Start of Block
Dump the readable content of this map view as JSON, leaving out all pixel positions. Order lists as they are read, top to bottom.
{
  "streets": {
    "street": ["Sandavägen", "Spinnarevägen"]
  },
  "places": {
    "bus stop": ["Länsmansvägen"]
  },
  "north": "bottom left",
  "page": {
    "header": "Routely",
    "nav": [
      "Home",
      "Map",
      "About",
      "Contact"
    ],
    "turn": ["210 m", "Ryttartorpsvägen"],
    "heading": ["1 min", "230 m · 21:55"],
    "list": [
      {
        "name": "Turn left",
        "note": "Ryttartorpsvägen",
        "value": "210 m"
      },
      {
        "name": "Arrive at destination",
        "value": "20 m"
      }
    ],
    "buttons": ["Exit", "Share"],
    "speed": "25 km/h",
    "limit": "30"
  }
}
End of Block
● **WORK ORDER**: Faithfully copy every entry, leaving nothing out.

● **RESPONSE AREA**:
Dump the readable content of this map view as JSON, leaving out all pixel positions. Order lists as they are read, top to bottom.
{
  "streets": {
    "street": ["Sandavägen", "Spinnarevägen"]
  },
  "places": {
    "bus stop": ["Länsmansvägen"]
  },
  "north": "bottom left",
  "page": {
    "header": "Routely",
    "nav": [
      "Home",
      "Map",
      "About",
      "Contact"
    ],
    "turn": ["210 m", "Ryttartorpsvägen"],
    "heading": ["1 min", "230 m · 21:55"],
    "list": [
      {
        "name": "Turn left",
        "note": "Ryttartorpsvägen",
        "value": "210 m"
      },
      {
        "name": "Arrive at destination",
        "value": "20 m"
      }
    ],
    "buttons": ["Exit", "Share"],
    "speed": "25 km/h",
    "limit": "30"
  }
}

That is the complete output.